Et en deuxième lame vient ensuite cet autre effet pervers : l’engourdissement face à la menace. Puisque celle-ci frappe sans cesse, y compris ceux dont on attend qu’ils soient notre bouclier au quotidien, pourquoi s’en préoccuper vraiment ? Le sentiment de fatalité crée du désengagement, un phénomène qui avait déjà été décrit il y a des années par des chercheurs américains qui s’interrogeaient sur les futurs possibles d’un monde où le cybercrime s’intensifierait encore et encore.

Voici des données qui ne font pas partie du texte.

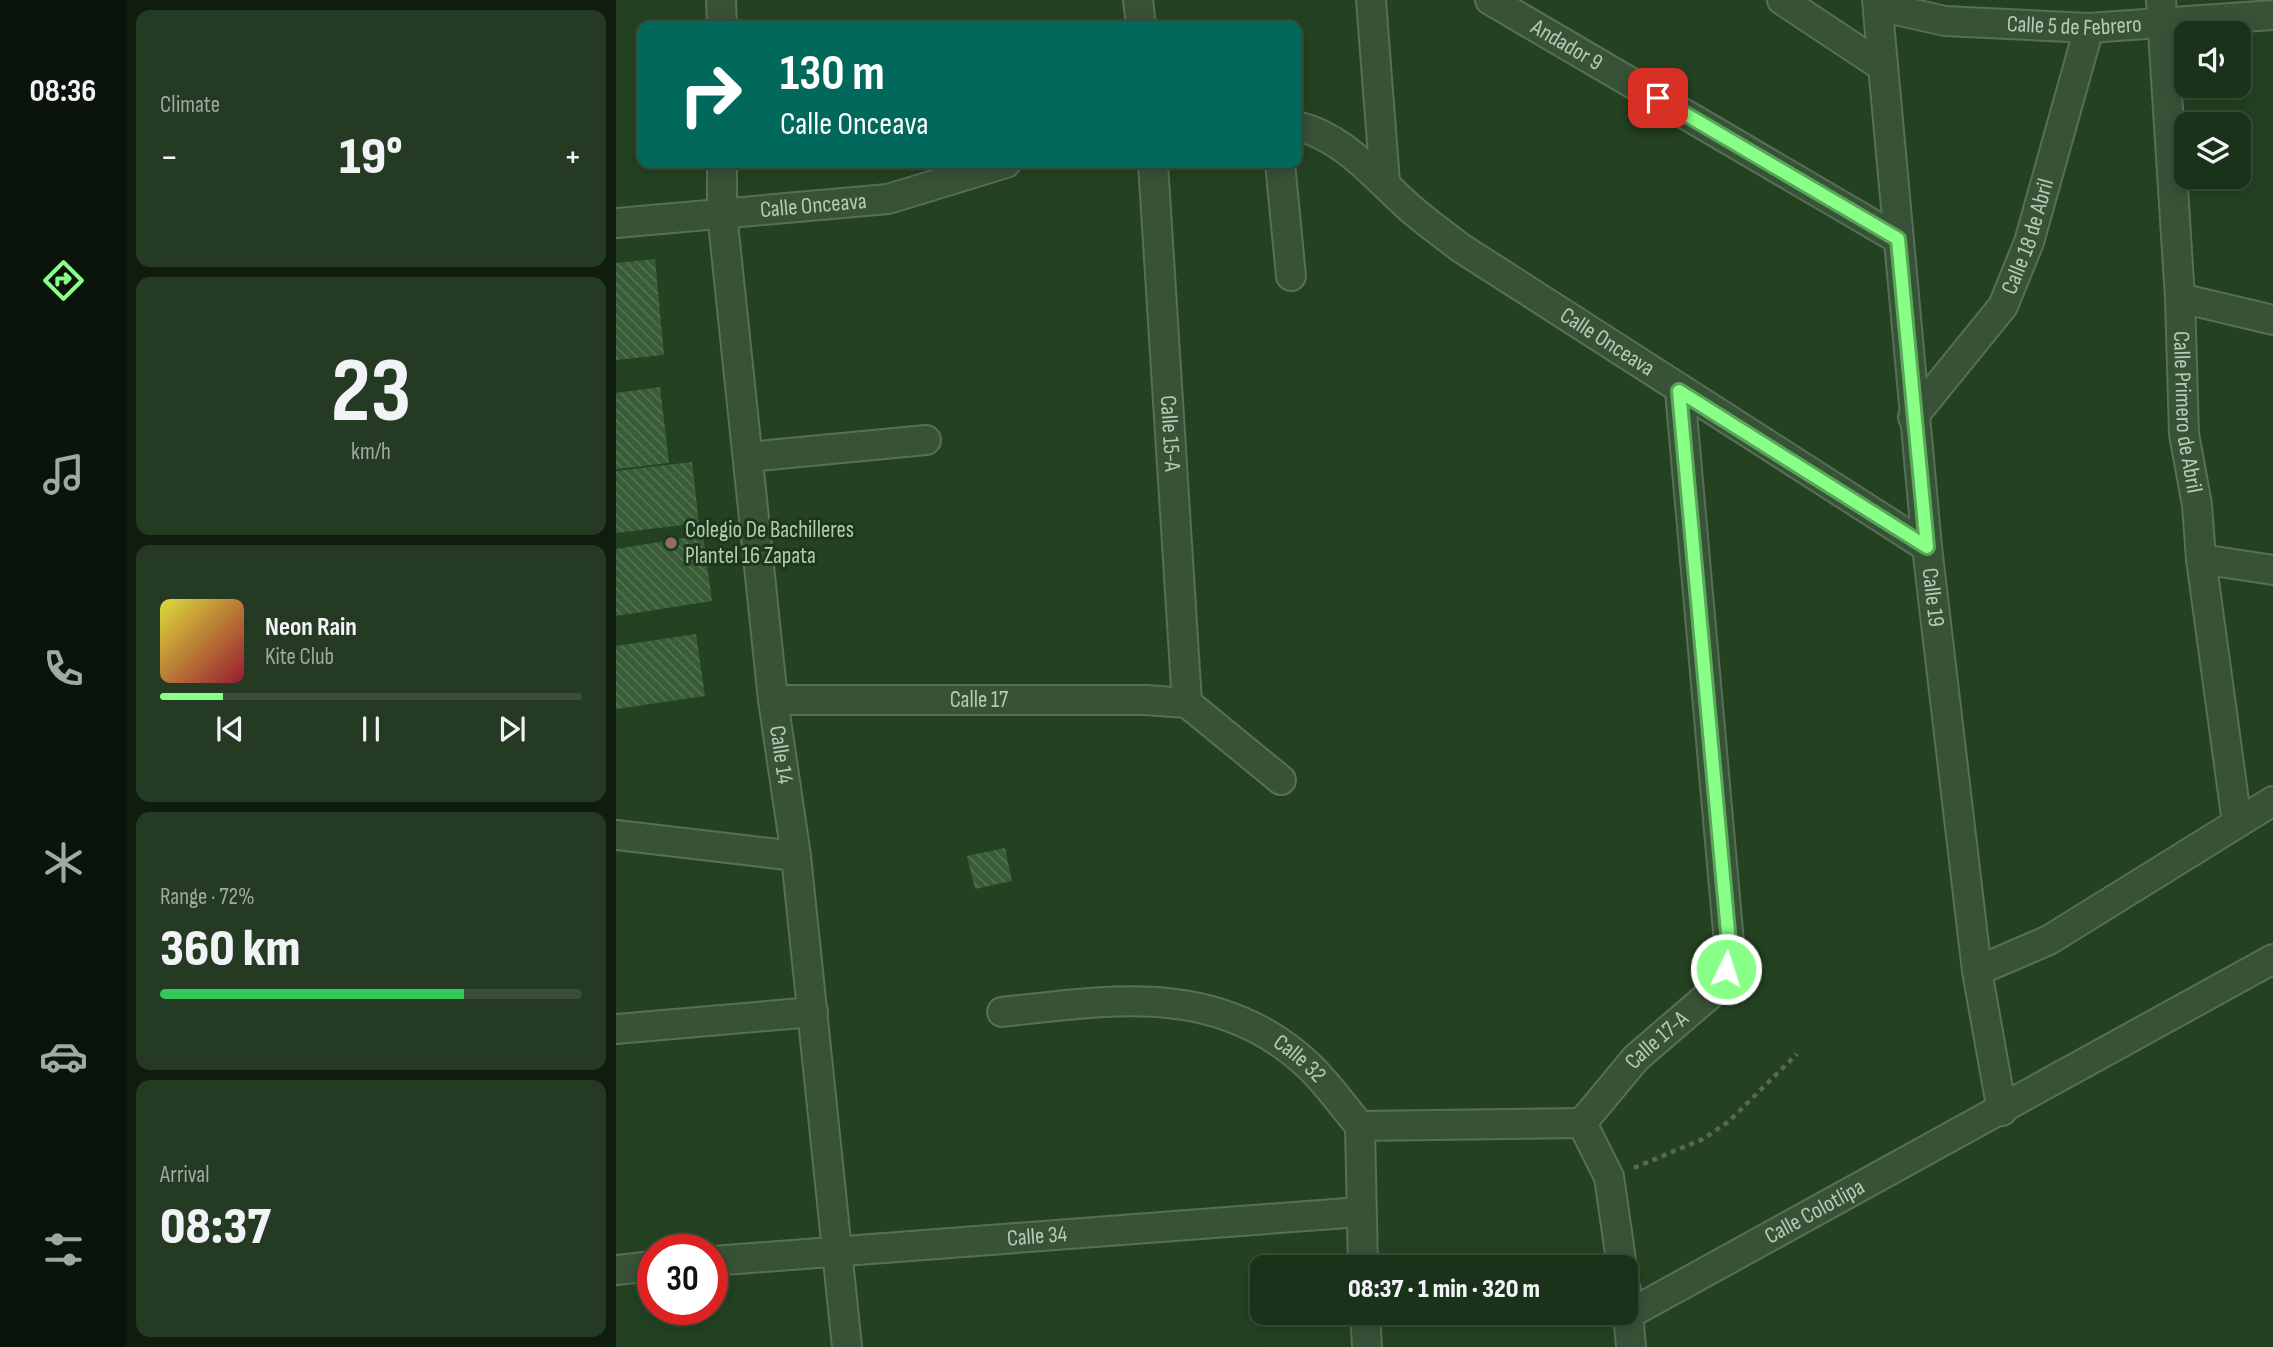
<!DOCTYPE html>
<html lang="en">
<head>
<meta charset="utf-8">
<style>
	:root { --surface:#1b321a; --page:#243a23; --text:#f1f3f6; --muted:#a0aaa2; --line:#394d39; --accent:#88ff86 }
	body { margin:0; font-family:"Sofia Sans Condensed",sans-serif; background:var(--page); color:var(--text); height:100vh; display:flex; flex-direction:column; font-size:26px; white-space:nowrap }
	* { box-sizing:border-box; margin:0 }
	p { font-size:23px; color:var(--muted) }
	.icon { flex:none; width:38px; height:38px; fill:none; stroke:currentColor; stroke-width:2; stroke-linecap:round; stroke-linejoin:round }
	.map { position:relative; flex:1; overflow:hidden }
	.details { display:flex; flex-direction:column; gap:10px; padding:10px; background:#0f1c0e; width:490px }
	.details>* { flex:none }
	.guide { position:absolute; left:21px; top:21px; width:665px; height:147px; border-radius:14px; box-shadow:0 4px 18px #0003,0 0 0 2px var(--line); background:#00695c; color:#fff; overflow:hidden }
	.controls { position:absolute; left:1558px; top:21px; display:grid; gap:14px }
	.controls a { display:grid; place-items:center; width:77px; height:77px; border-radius:14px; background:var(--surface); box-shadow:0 4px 18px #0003,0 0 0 2px var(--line); font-size:35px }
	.speed { position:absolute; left:21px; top:1234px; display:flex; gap:14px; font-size:35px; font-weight:700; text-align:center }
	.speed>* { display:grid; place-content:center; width:91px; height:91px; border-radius:50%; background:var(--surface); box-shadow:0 4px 18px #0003,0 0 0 2px var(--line); line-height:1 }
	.speed .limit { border:10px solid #d22; background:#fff; color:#111 }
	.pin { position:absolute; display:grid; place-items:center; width:60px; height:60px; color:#fff; margin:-30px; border-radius:14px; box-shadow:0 4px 10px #0006 }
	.me { position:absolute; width:77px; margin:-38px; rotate:4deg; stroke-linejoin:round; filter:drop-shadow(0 0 5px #0008) }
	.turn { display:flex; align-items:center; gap:24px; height:147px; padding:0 28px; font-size:32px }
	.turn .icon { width:91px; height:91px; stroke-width:2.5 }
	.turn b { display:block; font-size:49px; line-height:60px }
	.big { font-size:52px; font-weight:800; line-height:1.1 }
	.details .tile { flex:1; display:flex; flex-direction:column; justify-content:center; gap:10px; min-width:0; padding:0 24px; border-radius:14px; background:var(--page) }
	.details .dial { align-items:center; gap:0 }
	.dial b { font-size:91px; line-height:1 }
	.song { display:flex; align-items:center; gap:21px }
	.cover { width:84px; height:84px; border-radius:10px; background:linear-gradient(135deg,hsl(60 70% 55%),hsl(350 70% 35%)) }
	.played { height:7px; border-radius:4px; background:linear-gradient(90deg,var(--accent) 15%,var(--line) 15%) }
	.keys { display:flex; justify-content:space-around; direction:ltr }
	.heat { display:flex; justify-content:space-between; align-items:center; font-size:38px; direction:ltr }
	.charge { height:10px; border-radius:5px; background:linear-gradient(90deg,#34c759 72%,var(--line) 0) }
	.trip { position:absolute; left:634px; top:1255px; width:388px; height:70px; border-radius:14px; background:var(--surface); box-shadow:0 4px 18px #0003,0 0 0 2px var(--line); font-weight:800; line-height:70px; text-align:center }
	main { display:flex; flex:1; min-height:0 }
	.menu { display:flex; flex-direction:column; width:126px; justify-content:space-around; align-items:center; background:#0b140a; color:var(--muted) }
	.menu .icon { width:49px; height:49px }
	.menu .active { color:var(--accent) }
	.menu b { font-size:32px; color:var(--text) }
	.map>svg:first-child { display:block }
	.building { fill:url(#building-back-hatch) }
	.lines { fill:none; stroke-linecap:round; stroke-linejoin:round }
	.minor-casing { stroke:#566f55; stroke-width:32 }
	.path { stroke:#5a694c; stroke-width:4.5; stroke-dasharray:5 5; stroke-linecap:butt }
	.minor { stroke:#385237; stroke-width:28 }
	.route-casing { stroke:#58a657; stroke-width:18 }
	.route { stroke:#88ff86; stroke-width:12 }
	.education-dot { fill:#8d6e63; stroke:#1d371c; stroke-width:2.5 }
	.labels { text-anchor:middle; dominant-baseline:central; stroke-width:6; stroke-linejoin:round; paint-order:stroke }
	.street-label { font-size:23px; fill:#b4ccb4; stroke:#1d371c }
	.poi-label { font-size:23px; fill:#b4ccb4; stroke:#1d371c; text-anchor:start }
</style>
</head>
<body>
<main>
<nav class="menu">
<b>08:36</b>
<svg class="icon active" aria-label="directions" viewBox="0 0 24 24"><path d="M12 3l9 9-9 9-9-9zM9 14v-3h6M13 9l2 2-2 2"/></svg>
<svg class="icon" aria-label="music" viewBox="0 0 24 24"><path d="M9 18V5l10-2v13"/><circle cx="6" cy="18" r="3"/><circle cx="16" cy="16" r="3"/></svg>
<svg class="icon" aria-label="phone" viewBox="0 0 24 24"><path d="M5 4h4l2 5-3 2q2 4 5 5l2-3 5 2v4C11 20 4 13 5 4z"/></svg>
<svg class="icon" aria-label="climate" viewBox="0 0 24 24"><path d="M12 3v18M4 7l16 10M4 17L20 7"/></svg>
<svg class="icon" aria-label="car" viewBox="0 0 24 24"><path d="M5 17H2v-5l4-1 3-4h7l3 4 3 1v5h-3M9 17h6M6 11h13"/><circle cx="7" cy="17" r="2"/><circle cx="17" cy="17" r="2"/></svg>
<svg class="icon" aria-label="filters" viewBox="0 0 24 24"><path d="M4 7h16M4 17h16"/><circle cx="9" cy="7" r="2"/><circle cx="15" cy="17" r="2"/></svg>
</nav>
<section class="details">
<div class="tile"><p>Climate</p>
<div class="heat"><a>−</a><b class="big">19°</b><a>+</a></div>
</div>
<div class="tile dial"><b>23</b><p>km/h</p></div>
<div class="tile">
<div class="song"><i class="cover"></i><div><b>Neon Rain</b><p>Kite Club</p></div></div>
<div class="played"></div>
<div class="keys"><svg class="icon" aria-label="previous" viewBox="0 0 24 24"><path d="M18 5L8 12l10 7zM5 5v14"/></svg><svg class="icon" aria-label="pause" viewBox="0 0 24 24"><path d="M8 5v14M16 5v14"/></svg><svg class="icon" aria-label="next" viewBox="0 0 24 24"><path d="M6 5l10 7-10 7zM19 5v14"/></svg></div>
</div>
<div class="tile"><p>Range · 72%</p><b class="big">360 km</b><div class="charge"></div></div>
<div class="tile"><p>Arrival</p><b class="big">08:37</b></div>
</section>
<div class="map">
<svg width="1657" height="1347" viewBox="0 0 1657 1347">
	<defs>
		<pattern id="building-back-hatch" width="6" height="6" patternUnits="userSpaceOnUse" patternTransform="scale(1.75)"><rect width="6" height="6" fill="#385c36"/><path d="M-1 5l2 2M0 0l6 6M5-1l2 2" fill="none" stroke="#527251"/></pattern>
	</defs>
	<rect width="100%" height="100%" fill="#244222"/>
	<path class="building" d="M39 259 48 355 0 360V263Z
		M44 387 53 463 0 469V393Z
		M76 462 83 523 0 533V471Z
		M87 535 96 601 0 616V549Z
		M80 634 89 696 0 709V646Z
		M389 848 396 881 359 889 351 856Z"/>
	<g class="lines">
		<defs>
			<g id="minor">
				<path d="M105 0 106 26"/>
				<path d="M522 0 525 26"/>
				<path d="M755 0 769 182"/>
				<path id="s1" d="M874 0 1282 239"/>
				<path d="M1166 0 1267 67"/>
				<path id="s2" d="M1261 0 1311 547 1361 971 1386 1111"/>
				<path id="s3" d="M1545 0 1564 298 1568 434 1581 505 1585 559 1621 823"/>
				<path id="s4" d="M1262 6 1329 21 1473 28 1657 15"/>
				<path id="s5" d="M681 126C728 137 759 177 794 208 810 222 828 235 845 248L1311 547"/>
				<path id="s6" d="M106 163V213L157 700 180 856 231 1347"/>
				<path id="s7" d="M537 163 571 703"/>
				<path d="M664 163 675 276"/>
				<path id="s8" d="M0 223 272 199 390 163"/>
				<path d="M1564 298 1657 320"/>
				<path id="s9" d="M1297 417 1387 306 1413 242 1473 28"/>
				<path d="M132 457 310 440"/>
				<path d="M1585 559 1657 570"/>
				<path id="s10" d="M157 700H530L571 703"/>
				<path d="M571 703 665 780"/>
				<path d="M0 835 180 856"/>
				<path d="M1361 971 1433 940 1657 801"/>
				<path id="s11" d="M386 1012C496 1000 602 981 692 1065 711 1083 727 1106 744 1126L966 1123"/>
				<path d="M0 1029 197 1012"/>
				<path id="s12" d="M966 1123 1020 1058 1106 984 1114 954 1064 391"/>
				<path d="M966 1123 993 1177 1006 1267"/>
				<path d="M744 1126 747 1267"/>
				<path id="s13" d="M96 1261 744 1212"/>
				<path d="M0 1270 37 1266"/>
				<path d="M1010 1290 1015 1347"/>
				<path d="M749 1312 751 1347"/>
				<path id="s14" d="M1013 1314 1657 959"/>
			</g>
		</defs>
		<use href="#minor" class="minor-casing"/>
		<path class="path" d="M1018 1168 1087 1139 1112 1122 1181 1054"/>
		<use href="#minor" class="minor"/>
	</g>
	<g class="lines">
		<defs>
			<path id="route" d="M1042 98 1282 239 1311 547 1063 391 1114 954 1110 969"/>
		</defs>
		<use href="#route" class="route-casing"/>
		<use href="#route" class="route"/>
	</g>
	<circle class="education-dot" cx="55" cy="543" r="7"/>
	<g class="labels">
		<g class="street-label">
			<text stroke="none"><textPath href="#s4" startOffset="198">Calle 5 de Febrero</textPath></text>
			<text stroke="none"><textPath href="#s1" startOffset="89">Andador 9</textPath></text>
			<text stroke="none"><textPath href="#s8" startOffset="198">Calle Onceava</textPath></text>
			<text stroke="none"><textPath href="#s9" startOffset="217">Calle 18 de Abril</textPath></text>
			<text stroke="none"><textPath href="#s5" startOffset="380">Calle Onceava</textPath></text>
			<text stroke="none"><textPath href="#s3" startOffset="413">Calle Primero de Abril</textPath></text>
			<text stroke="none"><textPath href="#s7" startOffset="271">Calle 15-A</textPath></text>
			<text stroke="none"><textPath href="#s2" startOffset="600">Calle 19</textPath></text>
			<text stroke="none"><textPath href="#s10" startOffset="206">Calle 17</textPath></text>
			<text stroke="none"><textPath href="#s6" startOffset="595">Calle 14</textPath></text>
			<text stroke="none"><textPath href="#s12" startOffset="112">Calle 17-A</textPath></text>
			<text stroke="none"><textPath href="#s11" startOffset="312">Calle 32</textPath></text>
			<text stroke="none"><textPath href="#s14" startOffset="212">Calle Colotlipa</textPath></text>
			<text stroke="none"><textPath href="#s13" startOffset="326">Calle 34</textPath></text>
		</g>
		<g class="poi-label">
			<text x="69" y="530">Colegio De Bachilleres<tspan x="69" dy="26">Plantel 16 Zapata</tspan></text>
		</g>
	</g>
</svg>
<div class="controls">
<a><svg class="icon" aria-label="sound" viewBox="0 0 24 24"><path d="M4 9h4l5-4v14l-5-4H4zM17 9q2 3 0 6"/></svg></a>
<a><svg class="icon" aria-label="layers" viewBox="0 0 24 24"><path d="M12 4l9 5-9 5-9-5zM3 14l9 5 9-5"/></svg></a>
</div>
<div class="speed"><div class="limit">30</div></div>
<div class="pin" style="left:1042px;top:98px;background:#d93025"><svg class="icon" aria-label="arrive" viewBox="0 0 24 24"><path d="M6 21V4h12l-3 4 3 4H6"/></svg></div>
<svg class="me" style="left:1110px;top:969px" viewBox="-20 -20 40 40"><circle r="17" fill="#88ff86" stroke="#fff" stroke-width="3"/><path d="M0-11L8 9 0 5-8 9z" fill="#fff"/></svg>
<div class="trip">08:37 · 1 min · 320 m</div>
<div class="guide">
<div class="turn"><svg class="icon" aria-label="right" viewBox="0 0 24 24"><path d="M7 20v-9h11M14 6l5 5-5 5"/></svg><div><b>130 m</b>Calle Onceava</div></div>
</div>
</div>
</main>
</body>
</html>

Créer de l'engagement et de la confiance

Dans ce contexte, il est plus que jamais essentiel de réagir : en s’indignant des failles de sécurité qui continuent d’exister, en poussant les organisations – notamment les plus systémiques – à investir davantage dans leur sécurité, quitte à sanctionner si les faiblesses ne se résorbent pas. France Travail en sait quelque chose, après avoir été condamné à une amende de 5 millions d’euros pour la fuite de données massive subie par l'organisme en 2024. Mais surtout, il est nécessaire de combattre le feu par le feu : avec une communication cyber à grande échelle, engageante, positive, auprès des citoyens. Afin que ce ne soient pas seulement les nombreux incidents majeurs de sécurité – ils ne manqueront pas d’avoir encore lieu dans les années à venir – qui occupent toujours les « unes » et les esprits. Avec un message : agir, se défendre et traduire en justice est possible. Pour que la confiance que nous demandons d'avoir dans les services numériques d'aujourd'hui et de demain ne soit pas usurpée.